#### [Instructions for the task]
Please restate the data exactly, from the first line to the last.

━━ Excerpted data

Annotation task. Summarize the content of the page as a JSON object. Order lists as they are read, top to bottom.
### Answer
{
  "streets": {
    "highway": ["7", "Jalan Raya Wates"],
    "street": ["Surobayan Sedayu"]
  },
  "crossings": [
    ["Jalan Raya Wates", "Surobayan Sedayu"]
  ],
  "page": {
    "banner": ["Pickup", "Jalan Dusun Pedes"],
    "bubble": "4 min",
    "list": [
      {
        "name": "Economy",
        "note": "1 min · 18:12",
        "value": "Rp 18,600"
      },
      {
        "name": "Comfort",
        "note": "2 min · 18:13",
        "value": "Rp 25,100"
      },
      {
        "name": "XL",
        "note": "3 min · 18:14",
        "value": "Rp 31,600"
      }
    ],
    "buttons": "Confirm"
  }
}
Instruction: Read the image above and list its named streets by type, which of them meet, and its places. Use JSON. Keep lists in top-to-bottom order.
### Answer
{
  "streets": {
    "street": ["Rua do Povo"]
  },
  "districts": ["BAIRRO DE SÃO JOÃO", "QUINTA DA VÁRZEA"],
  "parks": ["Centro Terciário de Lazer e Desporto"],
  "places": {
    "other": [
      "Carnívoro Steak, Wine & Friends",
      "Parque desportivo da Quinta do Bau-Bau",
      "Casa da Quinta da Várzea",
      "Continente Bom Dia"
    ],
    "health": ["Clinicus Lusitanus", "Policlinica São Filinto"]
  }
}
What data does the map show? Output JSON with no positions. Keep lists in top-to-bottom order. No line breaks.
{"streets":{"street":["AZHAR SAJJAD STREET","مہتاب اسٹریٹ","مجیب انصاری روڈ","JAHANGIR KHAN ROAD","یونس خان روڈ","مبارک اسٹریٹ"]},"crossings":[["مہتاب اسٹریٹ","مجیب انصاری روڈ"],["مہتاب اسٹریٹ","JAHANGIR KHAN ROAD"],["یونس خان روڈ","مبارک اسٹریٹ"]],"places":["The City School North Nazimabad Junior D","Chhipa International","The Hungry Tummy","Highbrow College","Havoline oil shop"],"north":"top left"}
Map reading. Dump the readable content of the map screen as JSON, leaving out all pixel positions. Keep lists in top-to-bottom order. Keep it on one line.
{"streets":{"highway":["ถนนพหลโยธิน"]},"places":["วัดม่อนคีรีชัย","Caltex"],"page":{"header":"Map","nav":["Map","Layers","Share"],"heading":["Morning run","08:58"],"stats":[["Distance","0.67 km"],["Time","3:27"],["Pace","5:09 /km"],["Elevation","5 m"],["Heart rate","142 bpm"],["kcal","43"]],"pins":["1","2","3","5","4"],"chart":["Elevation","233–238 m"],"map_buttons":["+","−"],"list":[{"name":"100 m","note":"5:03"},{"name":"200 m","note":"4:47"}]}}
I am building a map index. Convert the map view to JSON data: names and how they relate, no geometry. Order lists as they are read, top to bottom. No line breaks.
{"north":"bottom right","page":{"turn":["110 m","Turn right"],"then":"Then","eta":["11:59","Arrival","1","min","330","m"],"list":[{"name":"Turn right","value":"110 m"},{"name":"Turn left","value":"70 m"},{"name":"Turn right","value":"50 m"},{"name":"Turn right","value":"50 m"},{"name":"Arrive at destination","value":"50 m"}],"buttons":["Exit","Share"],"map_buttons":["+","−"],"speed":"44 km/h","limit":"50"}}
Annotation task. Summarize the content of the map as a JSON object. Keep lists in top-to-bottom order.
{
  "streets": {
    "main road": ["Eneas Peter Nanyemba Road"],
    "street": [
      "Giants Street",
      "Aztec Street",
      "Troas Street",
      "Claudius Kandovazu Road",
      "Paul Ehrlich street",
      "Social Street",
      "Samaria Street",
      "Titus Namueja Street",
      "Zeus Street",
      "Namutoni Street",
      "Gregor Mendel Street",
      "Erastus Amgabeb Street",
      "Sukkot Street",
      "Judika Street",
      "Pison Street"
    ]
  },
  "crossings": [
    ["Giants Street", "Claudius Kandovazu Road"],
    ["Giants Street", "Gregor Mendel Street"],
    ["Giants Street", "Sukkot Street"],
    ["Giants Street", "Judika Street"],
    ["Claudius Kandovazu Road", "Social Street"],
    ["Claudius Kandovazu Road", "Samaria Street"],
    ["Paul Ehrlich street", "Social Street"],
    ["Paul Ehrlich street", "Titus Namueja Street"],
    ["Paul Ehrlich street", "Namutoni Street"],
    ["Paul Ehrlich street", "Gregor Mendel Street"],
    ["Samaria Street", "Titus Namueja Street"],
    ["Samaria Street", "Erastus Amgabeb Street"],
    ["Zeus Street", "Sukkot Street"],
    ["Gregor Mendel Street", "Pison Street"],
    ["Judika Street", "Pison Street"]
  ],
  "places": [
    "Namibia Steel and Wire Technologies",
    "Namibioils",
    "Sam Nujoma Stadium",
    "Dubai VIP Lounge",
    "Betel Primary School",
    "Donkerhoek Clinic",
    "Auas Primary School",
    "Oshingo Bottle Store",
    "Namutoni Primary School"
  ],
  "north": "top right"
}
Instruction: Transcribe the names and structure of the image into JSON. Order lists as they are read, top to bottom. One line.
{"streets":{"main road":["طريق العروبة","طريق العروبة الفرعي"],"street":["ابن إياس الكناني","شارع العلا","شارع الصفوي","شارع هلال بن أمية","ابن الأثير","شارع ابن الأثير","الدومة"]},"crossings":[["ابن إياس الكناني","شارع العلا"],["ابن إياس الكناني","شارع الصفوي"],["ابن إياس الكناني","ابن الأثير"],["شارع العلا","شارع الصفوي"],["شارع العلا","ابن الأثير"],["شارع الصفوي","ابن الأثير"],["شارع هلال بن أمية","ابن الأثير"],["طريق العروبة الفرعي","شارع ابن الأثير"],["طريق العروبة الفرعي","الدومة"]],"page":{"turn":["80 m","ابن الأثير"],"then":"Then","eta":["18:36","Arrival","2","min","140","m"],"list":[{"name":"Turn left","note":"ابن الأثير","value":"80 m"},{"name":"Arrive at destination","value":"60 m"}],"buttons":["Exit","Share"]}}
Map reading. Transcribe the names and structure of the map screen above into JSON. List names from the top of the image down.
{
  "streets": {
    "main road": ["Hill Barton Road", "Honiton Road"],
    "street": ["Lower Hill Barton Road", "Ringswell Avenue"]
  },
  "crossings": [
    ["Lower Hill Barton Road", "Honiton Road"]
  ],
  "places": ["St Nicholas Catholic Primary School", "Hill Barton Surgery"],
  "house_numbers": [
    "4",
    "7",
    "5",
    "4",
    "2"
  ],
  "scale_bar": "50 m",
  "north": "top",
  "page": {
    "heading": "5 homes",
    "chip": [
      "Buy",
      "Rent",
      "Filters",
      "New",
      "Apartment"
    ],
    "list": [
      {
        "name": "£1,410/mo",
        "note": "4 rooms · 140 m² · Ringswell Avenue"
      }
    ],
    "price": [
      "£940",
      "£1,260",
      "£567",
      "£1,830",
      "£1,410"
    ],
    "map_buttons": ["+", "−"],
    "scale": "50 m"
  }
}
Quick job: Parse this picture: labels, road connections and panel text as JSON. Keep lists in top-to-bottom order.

━━━━

#### [Reply to the task]
Annotation task. Summarize the content of the page as a JSON object. Order lists as they are read, top to bottom.
### Answer
{
  "streets": {
    "highway": ["7", "Jalan Raya Wates"],
    "street": ["Surobayan Sedayu"]
  },
  "crossings": [
    ["Jalan Raya Wates", "Surobayan Sedayu"]
  ],
  "page": {
    "banner": ["Pickup", "Jalan Dusun Pedes"],
    "bubble": "4 min",
    "list": [
      {
        "name": "Economy",
        "note": "1 min · 18:12",
        "value": "Rp 18,600"
      },
      {
        "name": "Comfort",
        "note": "2 min · 18:13",
        "value": "Rp 25,100"
      },
      {
        "name": "XL",
        "note": "3 min · 18:14",
        "value": "Rp 31,600"
      }
    ],
    "buttons": "Confirm"
  }
}
Instruction: Read the image above and list its named streets by type, which of them meet, and its places. Use JSON. Keep lists in top-to-bottom order.
### Answer
{
  "streets": {
    "street": ["Rua do Povo"]
  },
  "districts": ["BAIRRO DE SÃO JOÃO", "QUINTA DA VÁRZEA"],
  "parks": ["Centro Terciário de Lazer e Desporto"],
  "places": {
    "other": [
      "Carnívoro Steak, Wine & Friends",
      "Parque desportivo da Quinta do Bau-Bau",
      "Casa da Quinta da Várzea",
      "Continente Bom Dia"
    ],
    "health": ["Clinicus Lusitanus", "Policlinica São Filinto"]
  }
}
What data does the map show? Output JSON with no positions. Keep lists in top-to-bottom order. No line breaks.
{"streets":{"street":["AZHAR SAJJAD STREET","مہتاب اسٹریٹ","مجیب انصاری روڈ","JAHANGIR KHAN ROAD","یونس خان روڈ","مبارک اسٹریٹ"]},"crossings":[["مہتاب اسٹریٹ","مجیب انصاری روڈ"],["مہتاب اسٹریٹ","JAHANGIR KHAN ROAD"],["یونس خان روڈ","مبارک اسٹریٹ"]],"places":["The City School North Nazimabad Junior D","Chhipa International","The Hungry Tummy","Highbrow College","Havoline oil shop"],"north":"top left"}
Map reading. Dump the readable content of the map screen as JSON, leaving out all pixel positions. Keep lists in top-to-bottom order. Keep it on one line.
{"streets":{"highway":["ถนนพหลโยธิน"]},"places":["วัดม่อนคีรีชัย","Caltex"],"page":{"header":"Map","nav":["Map","Layers","Share"],"heading":["Morning run","08:58"],"stats":[["Distance","0.67 km"],["Time","3:27"],["Pace","5:09 /km"],["Elevation","5 m"],["Heart rate","142 bpm"],["kcal","43"]],"pins":["1","2","3","5","4"],"chart":["Elevation","233–238 m"],"map_buttons":["+","−"],"list":[{"name":"100 m","note":"5:03"},{"name":"200 m","note":"4:47"}]}}
I am building a map index. Convert the map view to JSON data: names and how they relate, no geometry. Order lists as they are read, top to bottom. No line breaks.
{"north":"bottom right","page":{"turn":["110 m","Turn right"],"then":"Then","eta":["11:59","Arrival","1","min","330","m"],"list":[{"name":"Turn right","value":"110 m"},{"name":"Turn left","value":"70 m"},{"name":"Turn right","value":"50 m"},{"name":"Turn right","value":"50 m"},{"name":"Arrive at destination","value":"50 m"}],"buttons":["Exit","Share"],"map_buttons":["+","−"],"speed":"44 km/h","limit":"50"}}
Annotation task. Summarize the content of the map as a JSON object. Keep lists in top-to-bottom order.
{
  "streets": {
    "main road": ["Eneas Peter Nanyemba Road"],
    "street": [
      "Giants Street",
      "Aztec Street",
      "Troas Street",
      "Claudius Kandovazu Road",
      "Paul Ehrlich street",
      "Social Street",
      "Samaria Street",
      "Titus Namueja Street",
      "Zeus Street",
      "Namutoni Street",
      "Gregor Mendel Street",
      "Erastus Amgabeb Street",
      "Sukkot Street",
      "Judika Street",
      "Pison Street"
    ]
  },
  "crossings": [
    ["Giants Street", "Claudius Kandovazu Road"],
    ["Giants Street", "Gregor Mendel Street"],
    ["Giants Street", "Sukkot Street"],
    ["Giants Street", "Judika Street"],
    ["Claudius Kandovazu Road", "Social Street"],
    ["Claudius Kandovazu Road", "Samaria Street"],
    ["Paul Ehrlich street", "Social Street"],
    ["Paul Ehrlich street", "Titus Namueja Street"],
    ["Paul Ehrlich street", "Namutoni Street"],
    ["Paul Ehrlich street", "Gregor Mendel Street"],
    ["Samaria Street", "Titus Namueja Street"],
    ["Samaria Street", "Erastus Amgabeb Street"],
    ["Zeus Street", "Sukkot Street"],
    ["Gregor Mendel Street", "Pison Street"],
    ["Judika Street", "Pison Street"]
  ],
  "places": [
    "Namibia Steel and Wire Technologies",
    "Namibioils",
    "Sam Nujoma Stadium",
    "Dubai VIP Lounge",
    "Betel Primary School",
    "Donkerhoek Clinic",
    "Auas Primary School",
    "Oshingo Bottle Store",
    "Namutoni Primary School"
  ],
  "north": "top right"
}
Instruction: Transcribe the names and structure of the image into JSON. Order lists as they are read, top to bottom. One line.
{"streets":{"main road":["طريق العروبة","طريق العروبة الفرعي"],"street":["ابن إياس الكناني","شارع العلا","شارع الصفوي","شارع هلال بن أمية","ابن الأثير","شارع ابن الأثير","الدومة"]},"crossings":[["ابن إياس الكناني","شارع العلا"],["ابن إياس الكناني","شارع الصفوي"],["ابن إياس الكناني","ابن الأثير"],["شارع العلا","شارع الصفوي"],["شارع العلا","ابن الأثير"],["شارع الصفوي","ابن الأثير"],["شارع هلال بن أمية","ابن الأثير"],["طريق العروبة الفرعي","شارع ابن الأثير"],["طريق العروبة الفرعي","الدومة"]],"page":{"turn":["80 m","ابن الأثير"],"then":"Then","eta":["18:36","Arrival","2","min","140","m"],"list":[{"name":"Turn left","note":"ابن الأثير","value":"80 m"},{"name":"Arrive at destination","value":"60 m"}],"buttons":["Exit","Share"]}}
Map reading. Transcribe the names and structure of the map screen above into JSON. List names from the top of the image down.
{
  "streets": {
    "main road": ["Hill Barton Road", "Honiton Road"],
    "street": ["Lower Hill Barton Road", "Ringswell Avenue"]
  },
  "crossings": [
    ["Lower Hill Barton Road", "Honiton Road"]
  ],
  "places": ["St Nicholas Catholic Primary School", "Hill Barton Surgery"],
  "house_numbers": [
    "4",
    "7",
    "5",
    "4",
    "2"
  ],
  "scale_bar": "50 m",
  "north": "top",
  "page": {
    "heading": "5 homes",
    "chip": [
      "Buy",
      "Rent",
      "Filters",
      "New",
      "Apartment"
    ],
    "list": [
      {
        "name": "£1,410/mo",
        "note": "4 rooms · 140 m² · Ringswell Avenue"
      }
    ],
    "price": [
      "£940",
      "£1,260",
      "£567",
      "£1,830",
      "£1,410"
    ],
    "map_buttons": ["+", "−"],
    "scale": "50 m"
  }
}
Quick job: Parse this picture: labels, road connections and panel text as JSON. Keep lists in top-to-bottom order.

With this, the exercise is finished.